PROBLEM STATEMENT: If a line in the records contains the string "Sydney", show that line.

(RAW DATA Opens)

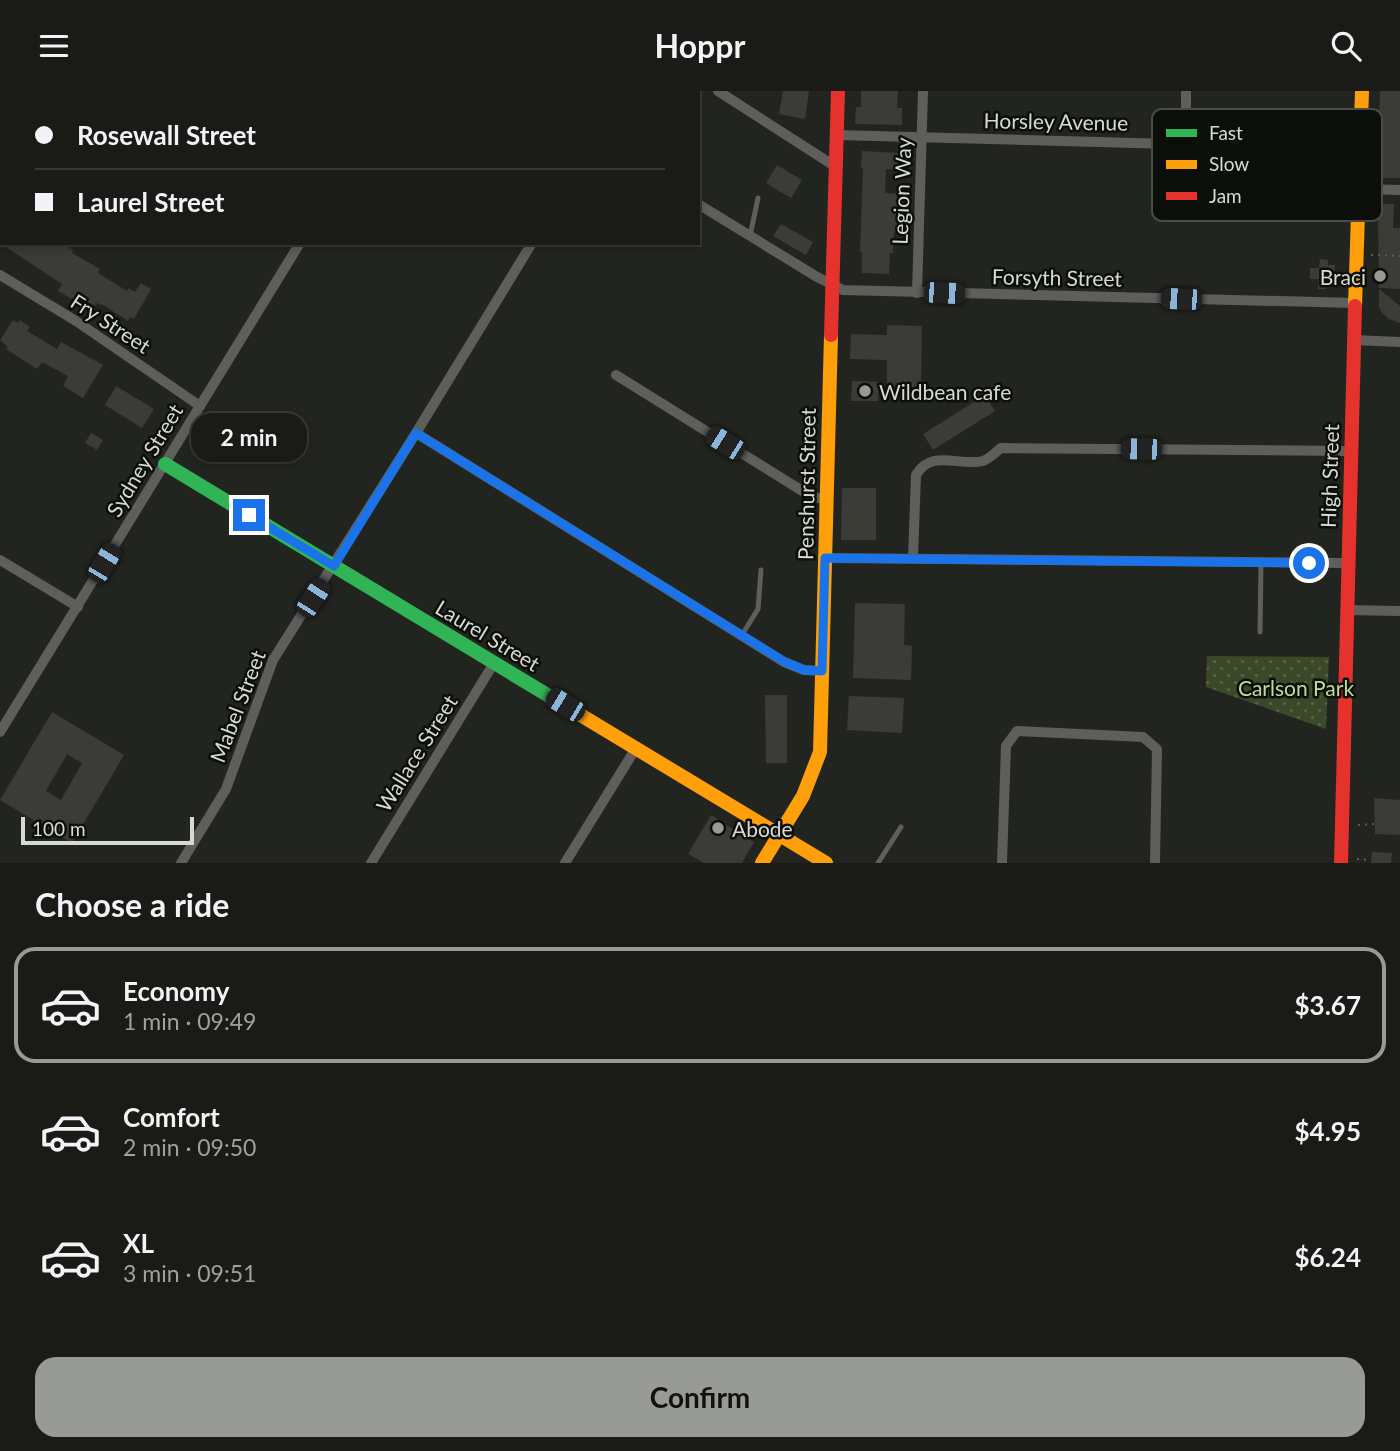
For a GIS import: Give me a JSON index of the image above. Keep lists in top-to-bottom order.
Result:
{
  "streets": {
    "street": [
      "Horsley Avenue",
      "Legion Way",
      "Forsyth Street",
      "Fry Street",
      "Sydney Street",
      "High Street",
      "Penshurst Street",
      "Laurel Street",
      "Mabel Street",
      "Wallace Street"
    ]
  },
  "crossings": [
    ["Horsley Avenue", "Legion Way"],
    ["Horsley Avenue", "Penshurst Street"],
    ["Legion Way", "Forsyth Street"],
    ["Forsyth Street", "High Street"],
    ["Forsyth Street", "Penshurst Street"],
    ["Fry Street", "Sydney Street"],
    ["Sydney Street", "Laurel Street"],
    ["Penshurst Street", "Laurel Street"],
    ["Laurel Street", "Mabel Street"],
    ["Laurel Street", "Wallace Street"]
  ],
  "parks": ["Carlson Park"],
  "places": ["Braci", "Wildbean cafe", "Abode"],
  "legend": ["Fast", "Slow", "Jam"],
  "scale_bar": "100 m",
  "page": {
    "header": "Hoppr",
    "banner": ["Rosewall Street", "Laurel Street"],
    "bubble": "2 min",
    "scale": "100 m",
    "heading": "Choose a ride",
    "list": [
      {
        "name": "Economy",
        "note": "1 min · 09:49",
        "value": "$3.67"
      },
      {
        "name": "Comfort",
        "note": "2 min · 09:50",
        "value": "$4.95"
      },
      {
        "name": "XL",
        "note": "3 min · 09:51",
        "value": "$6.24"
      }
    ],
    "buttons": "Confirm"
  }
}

(RAW DATA Closes)
(RAW DATA Opens)

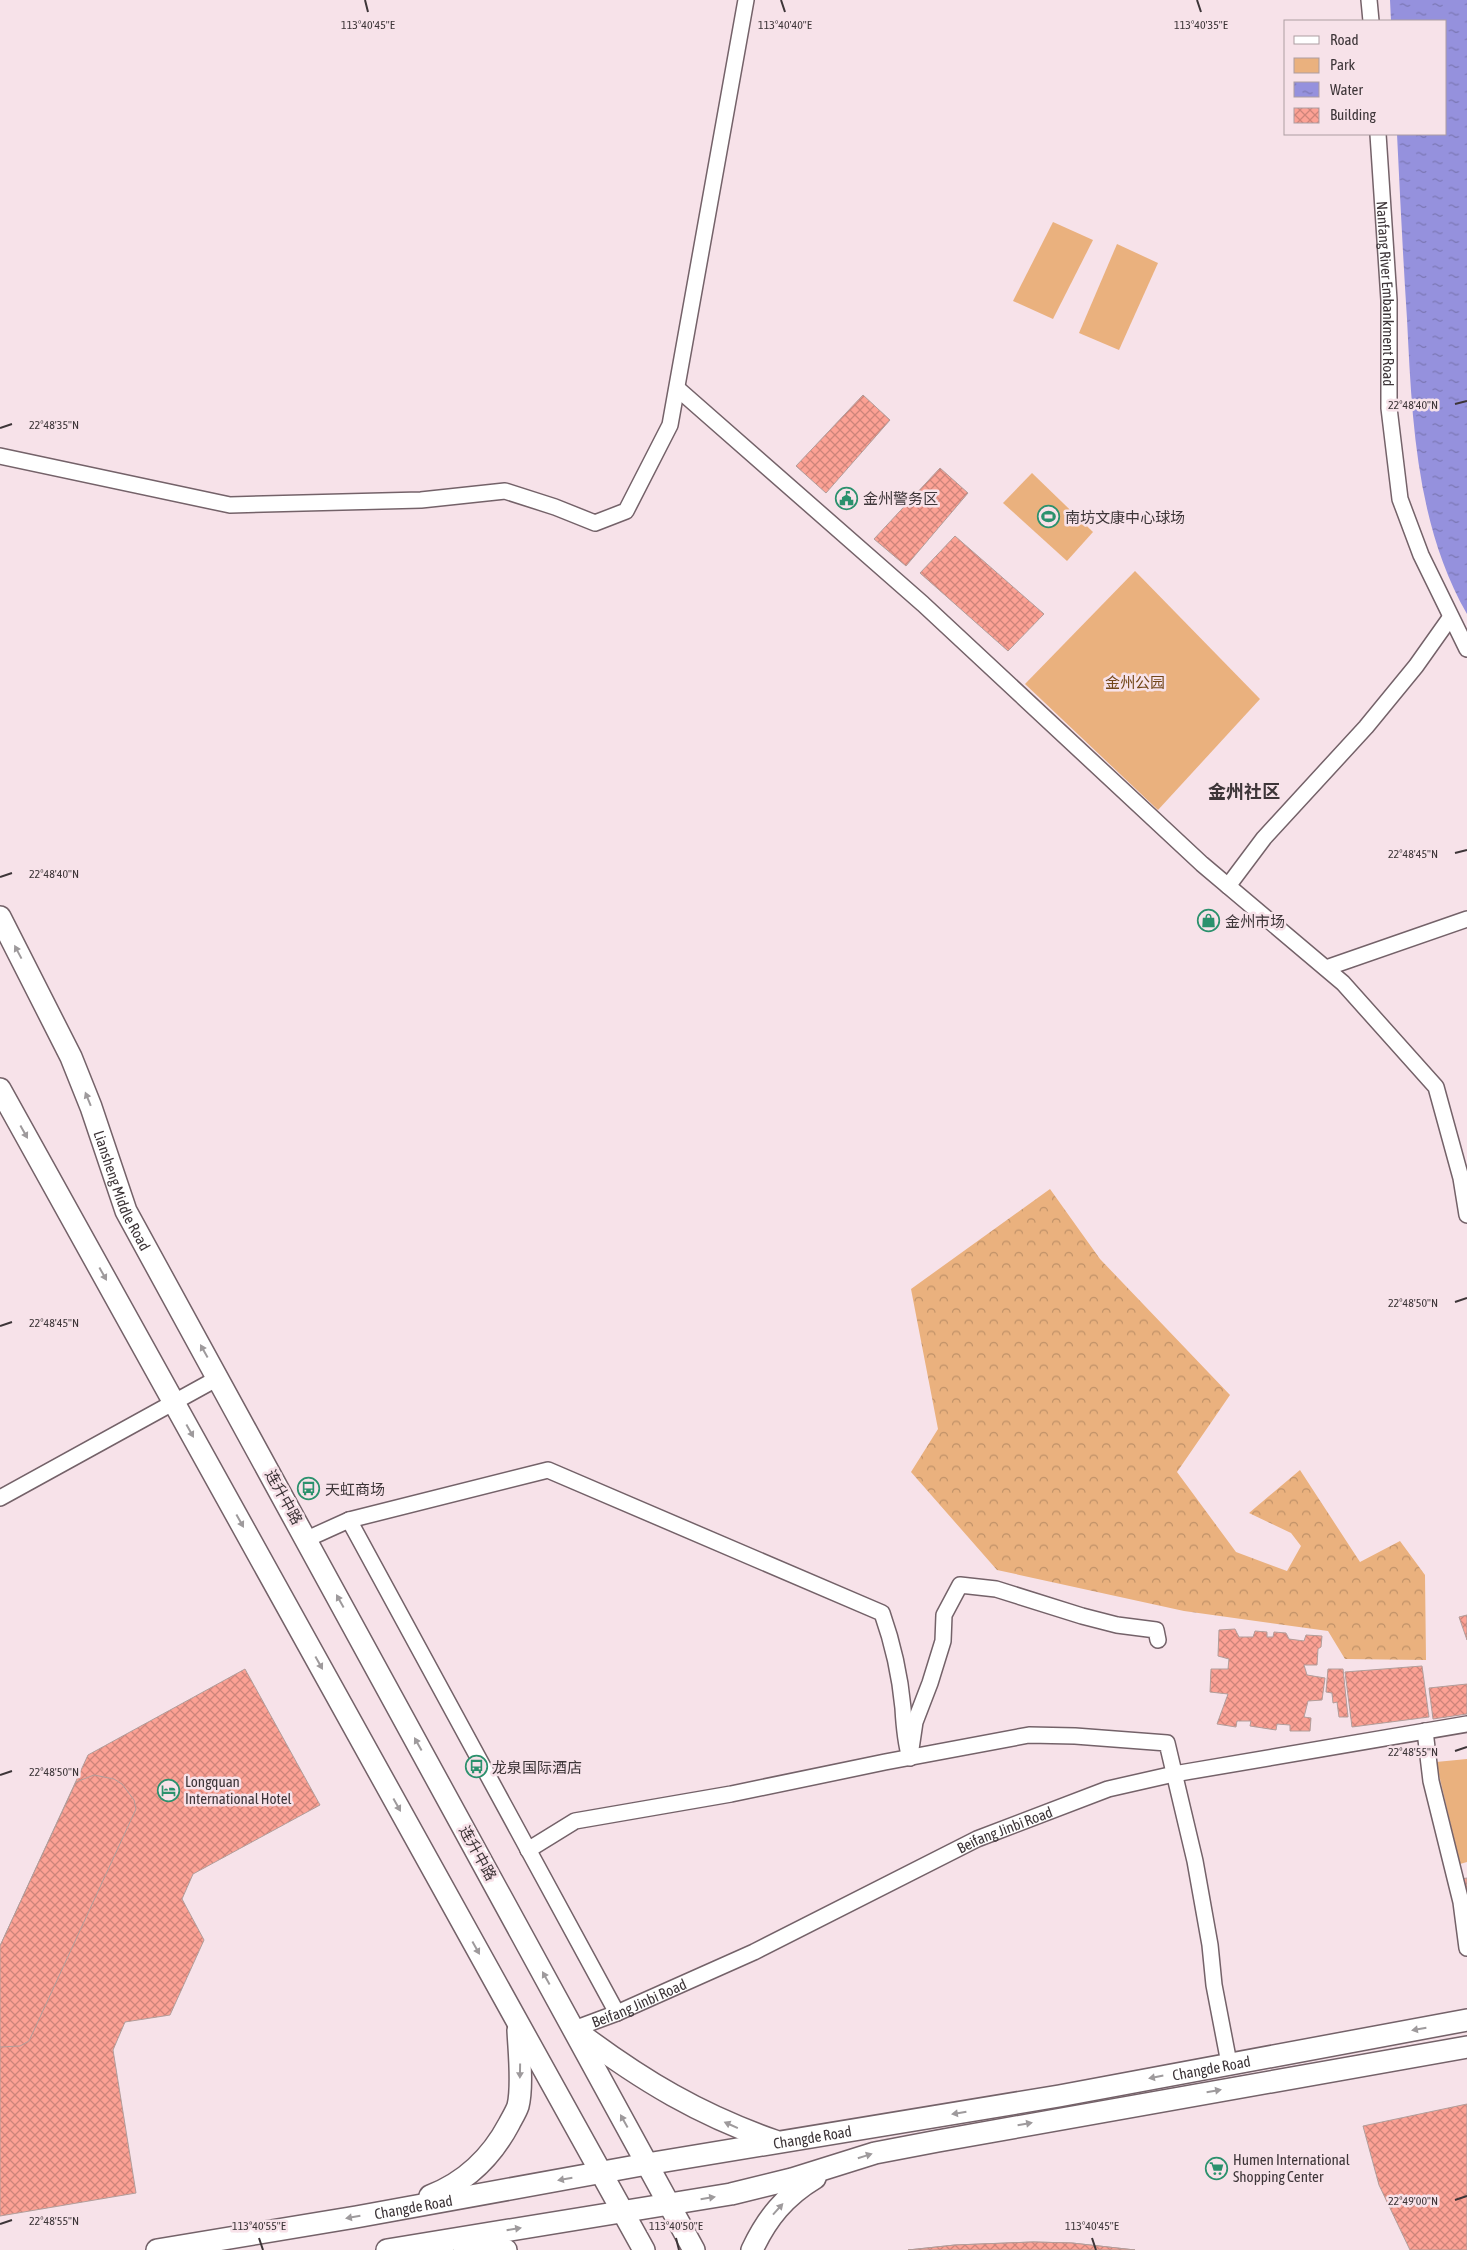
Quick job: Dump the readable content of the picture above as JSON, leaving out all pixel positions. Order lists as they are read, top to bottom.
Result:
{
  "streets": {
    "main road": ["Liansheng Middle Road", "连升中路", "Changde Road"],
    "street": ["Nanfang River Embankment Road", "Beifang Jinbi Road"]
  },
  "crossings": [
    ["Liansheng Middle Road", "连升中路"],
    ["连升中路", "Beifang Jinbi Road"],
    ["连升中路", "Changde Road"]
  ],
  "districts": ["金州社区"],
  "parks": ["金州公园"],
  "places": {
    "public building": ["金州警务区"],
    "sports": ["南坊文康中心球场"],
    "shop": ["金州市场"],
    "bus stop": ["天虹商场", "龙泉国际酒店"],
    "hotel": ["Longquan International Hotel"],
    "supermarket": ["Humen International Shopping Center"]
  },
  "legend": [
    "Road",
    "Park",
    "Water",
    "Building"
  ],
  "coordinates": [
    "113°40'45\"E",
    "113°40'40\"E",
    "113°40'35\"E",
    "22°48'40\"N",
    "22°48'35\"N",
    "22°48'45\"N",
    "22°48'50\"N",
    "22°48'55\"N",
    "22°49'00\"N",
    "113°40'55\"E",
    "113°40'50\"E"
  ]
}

(RAW DATA Closes)

COMPLETED TASK:
      "Sydney Street",
    ["Fry Street", "Sydney Street"],
    ["Sydney Street", "Laurel Street"],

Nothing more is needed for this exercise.